I’m in this weird mental state where I can see everything falling apart around me, the ground crumbling beneath my feet, my entire world collapsing in on itself and I’m… fine. I’m good. Things are as bad as I can currently imagine them, but I’m either too numb or in some kind of shock. I can’t muster the energy to give a fuck. I feel concern but I don’t feel the crippling worry I usually do when shit gets bad. Where I’d normally be anxious and panicked, I’m just… fine. I’m not stressed, though I know I should be. I’m aware that everything is bad and getting worse, but I’m oddly calm. I’m more scared of my lack of worry than my actual, horrible state of existence. Have I reached peak apathy or is this shit building up, a floodgate waiting to be opened? I won’t dwell on it too much because, for the moment, I’m fine.

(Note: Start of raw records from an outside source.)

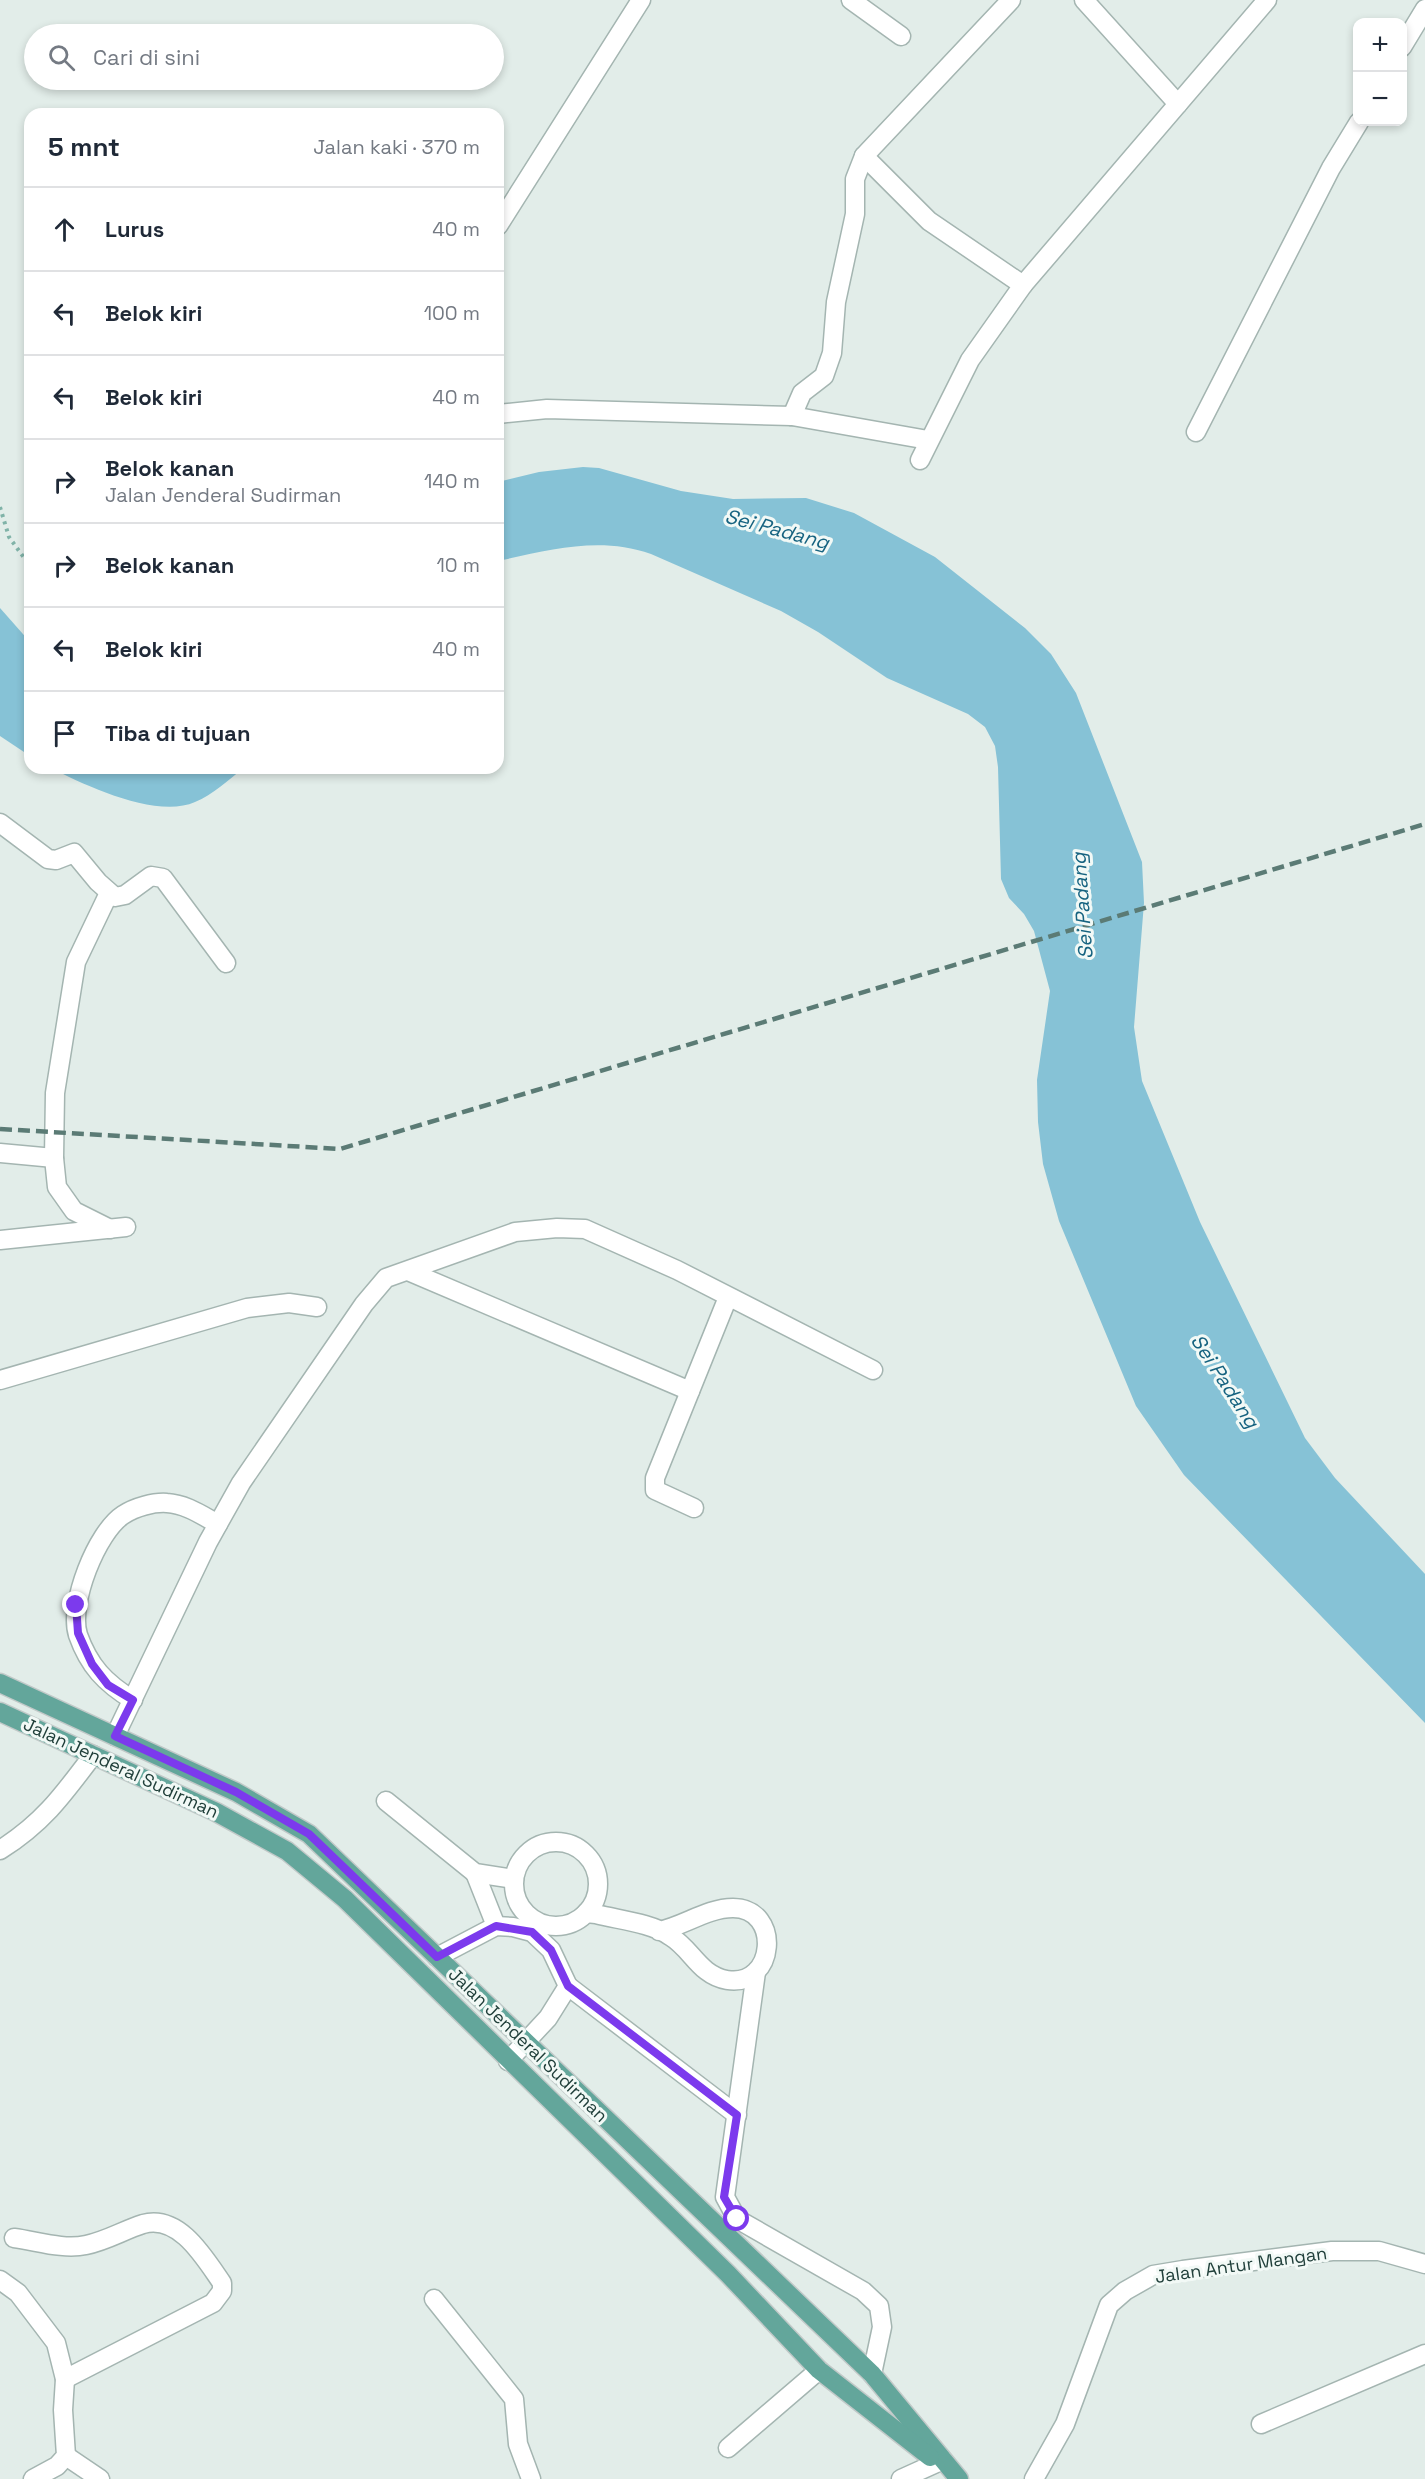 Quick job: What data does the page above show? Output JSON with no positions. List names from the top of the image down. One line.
{"streets":{"main road":["Jalan Jenderal Sudirman"],"street":["Jalan Antur Mangan"]},"water":["Sei Padang"],"page":{"map_buttons":["+","−"],"search":"Cari di sini","heading":["5 mnt","Jalan kaki · 370 m"],"list":[["Lurus","40 m"],["Belok kiri","100 m"],["Belok kiri","40 m"],["Belok kanan","Jalan Jenderal Sudirman","140 m"],["Belok kanan","10 m"],["Belok kiri","40 m"],"Tiba di tujuan"]}} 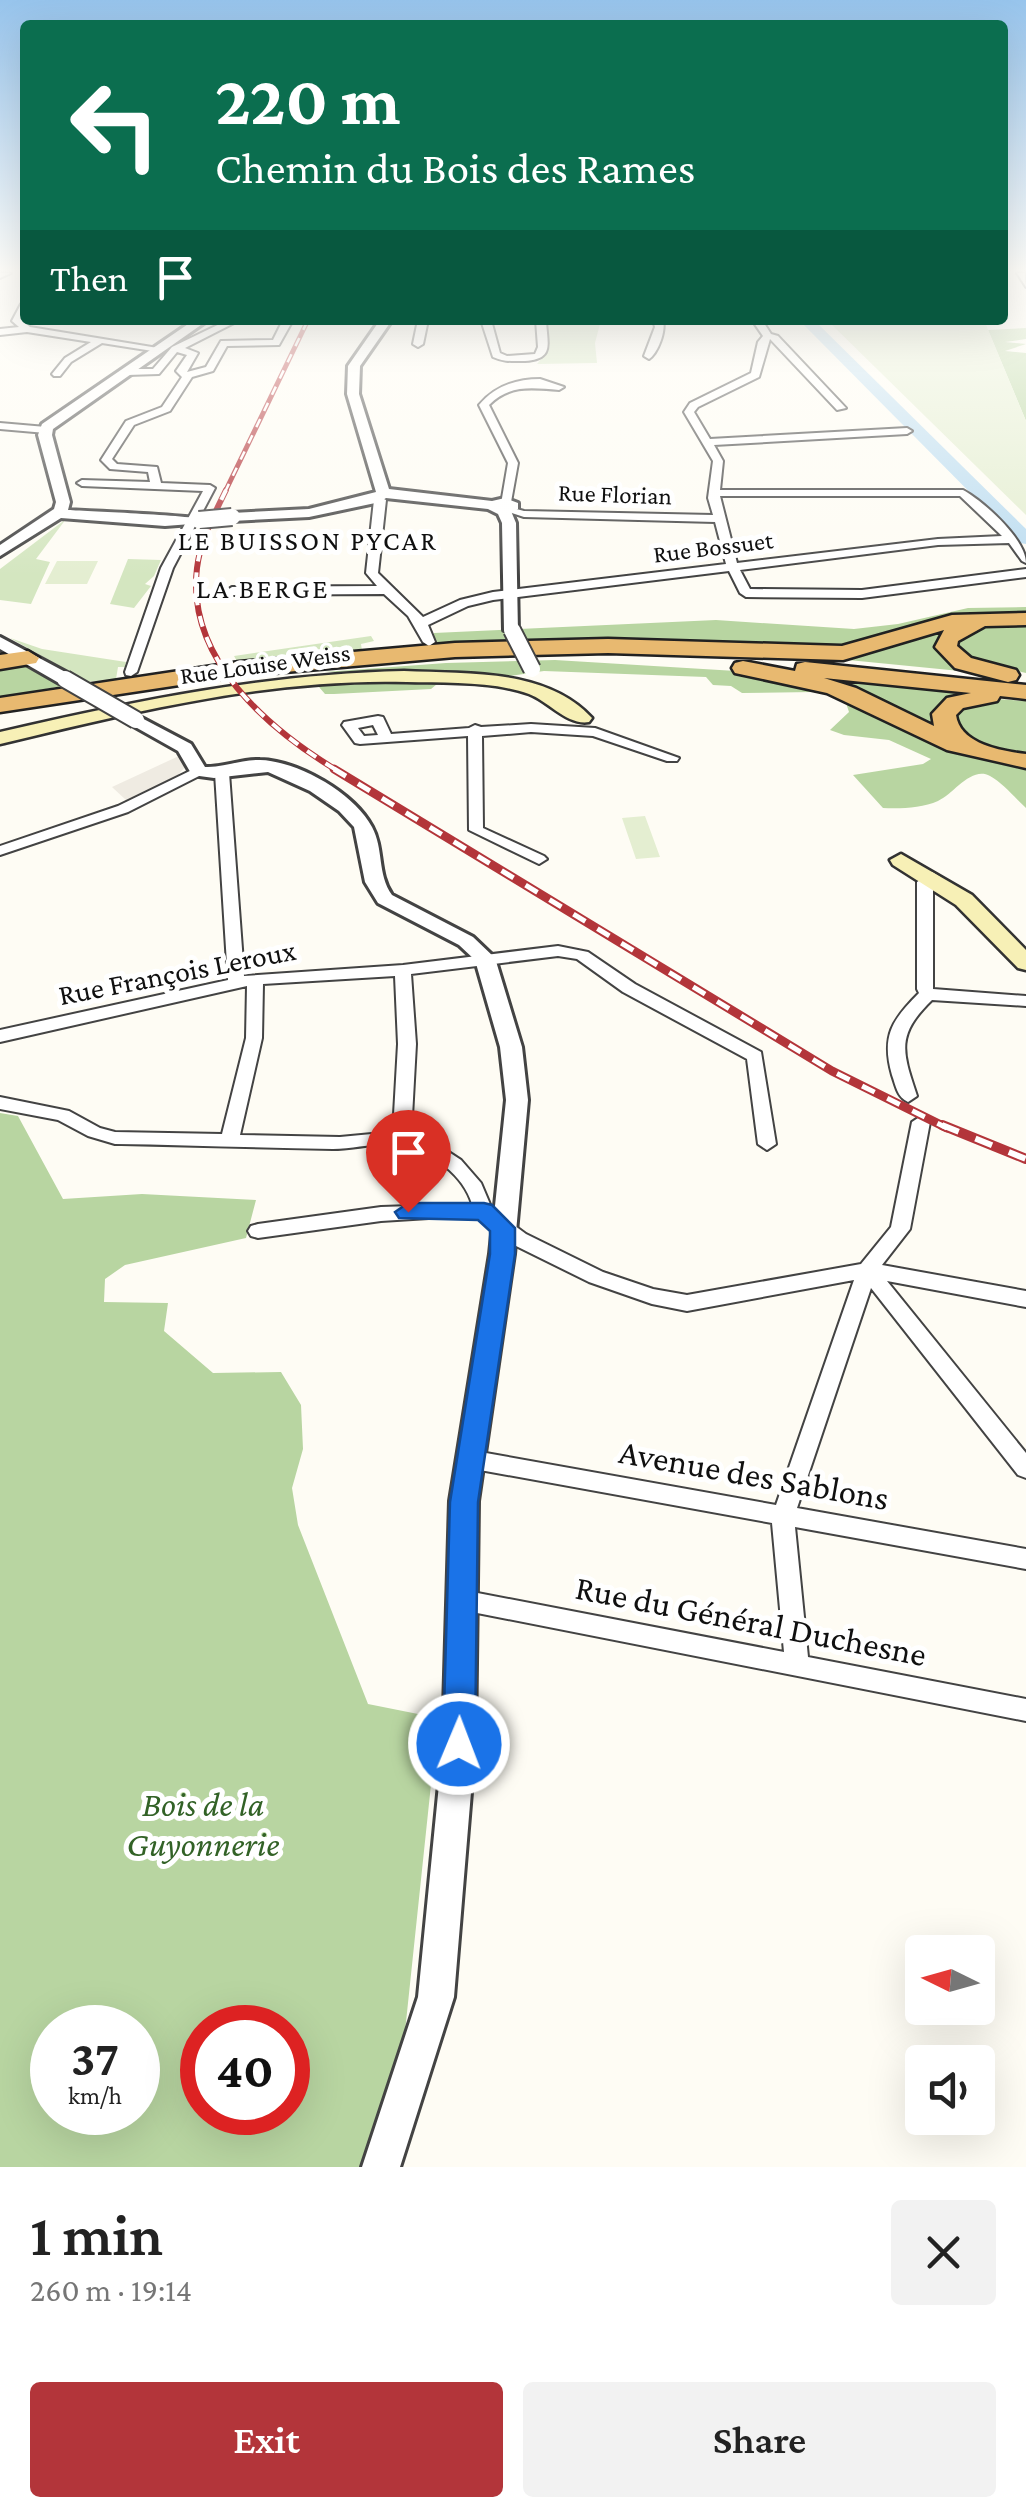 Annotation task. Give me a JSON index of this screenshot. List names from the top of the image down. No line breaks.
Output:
{"streets":{"main road":["Rue Louise Weiss"],"street":["Rue Florian","Rue Bossuet","Rue François Leroux","Avenue des Sablons","Rue du Général Duchesne"]},"districts":["LE BUISSON PYCAR","LA BERGE"],"parks":["Bois de la Guyonnerie"],"north":"left","page":{"turn":["220 m","Chemin du Bois des Rames"],"then":"Then","speed":"37 km/h","limit":"40","heading":["1 min","260 m · 19:14"],"buttons":["Exit","Share"]}} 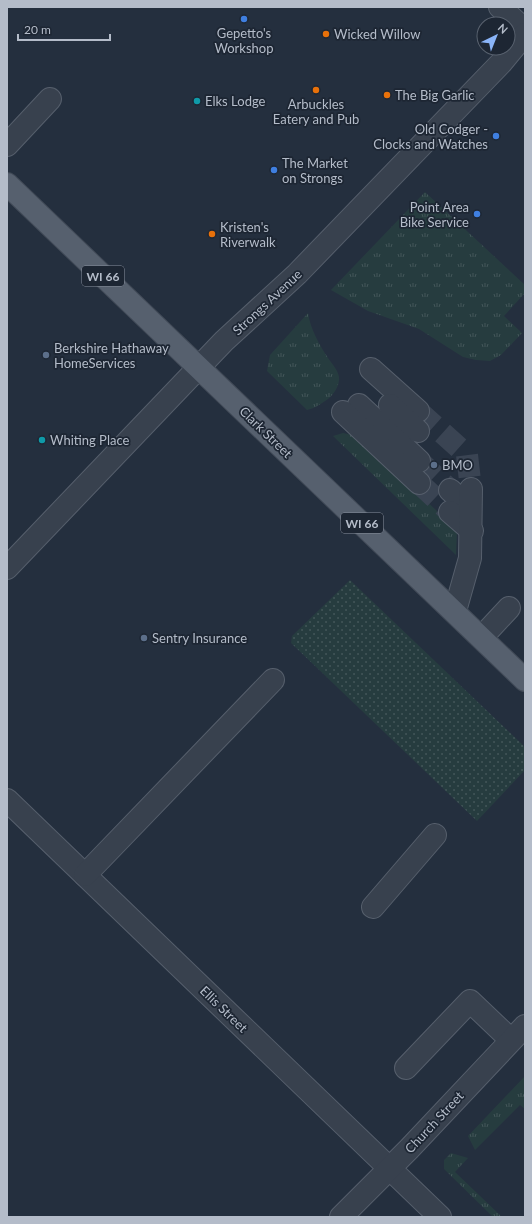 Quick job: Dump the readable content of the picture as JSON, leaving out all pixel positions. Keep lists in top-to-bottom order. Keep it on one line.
{"streets":{"main road":["WI 66","Clark Street"],"street":["Strongs Avenue","Ellis Street","Church Street"]},"crossings":[["Strongs Avenue","Clark Street"],["Ellis Street","Church Street"]],"places":["Gepetto's Workshop","Wicked Willow","Arbuckles Eatery and Pub","The Big Garlic","Elks Lodge","Old Codger - Clocks and Watches","The Market on Strongs","Point Area Bike Service","Kristen's Riverwalk","Berkshire Hathaway HomeServices","Whiting Place","BMO","Sentry Insurance"],"scale_bar":"20 m","north":"top right"} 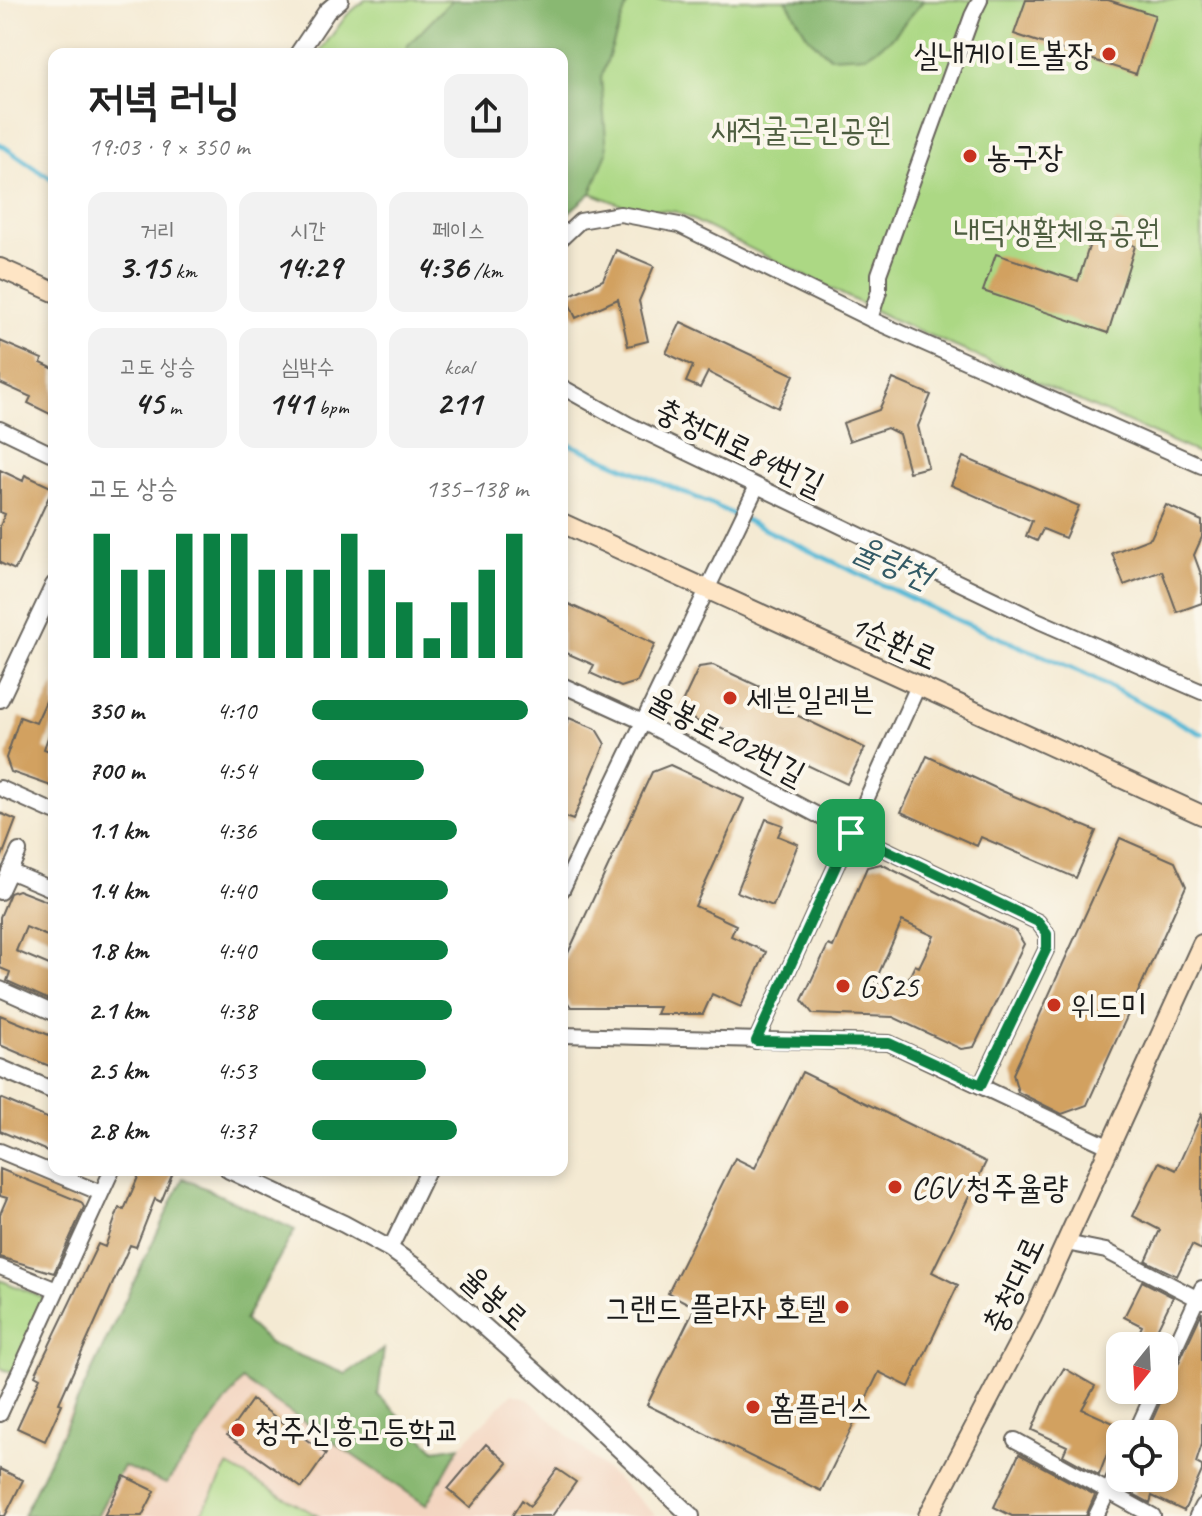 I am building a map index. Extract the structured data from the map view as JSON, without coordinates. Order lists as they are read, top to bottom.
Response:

I’m choosing to embrace frivolity because, real life is too much for me to handle at the moment. I’ll be present, but not active. My life will be all distraction all the time until I can healthily cope with my shit and everything else. If I have to lose myself in books, or film and television, I will. I’m not here for anything but my own mental well-being. I’m about conveniently ignoring anything that will send me into a depression or an existential crisis. If that makes me selfish, so be it.
I’ve started a lot of posts and just scrapped them because, I feel like they’re not… enough. I feel like I’m not black enough, not feminist enough, not woke, not present. I feel like the shit I want to talk about is not serious enough or not real enough. Like, there is real shit going on in the world, and I’m like… “but why nobody talking about Under The Dome, though?” I kind of don’t want to make noise if I’m not saying something substantial, but on the other hand, I’m not that fucking deep. I am deeply apathetic. Not in the sense that I don’t care, but more in the sense that I barely have enough strength to tolerate my own life; I literally cannot deal with all that bigger shit right now. So I’m sitting here like… Are my frivolous thoughts even valuable? Probably not. But, should that keep me from engaging? I don’t know. Maybe.
I feel fucking invisible, now. I’m not sure that making noise will equate to being heard, but… maybe, just fuck it.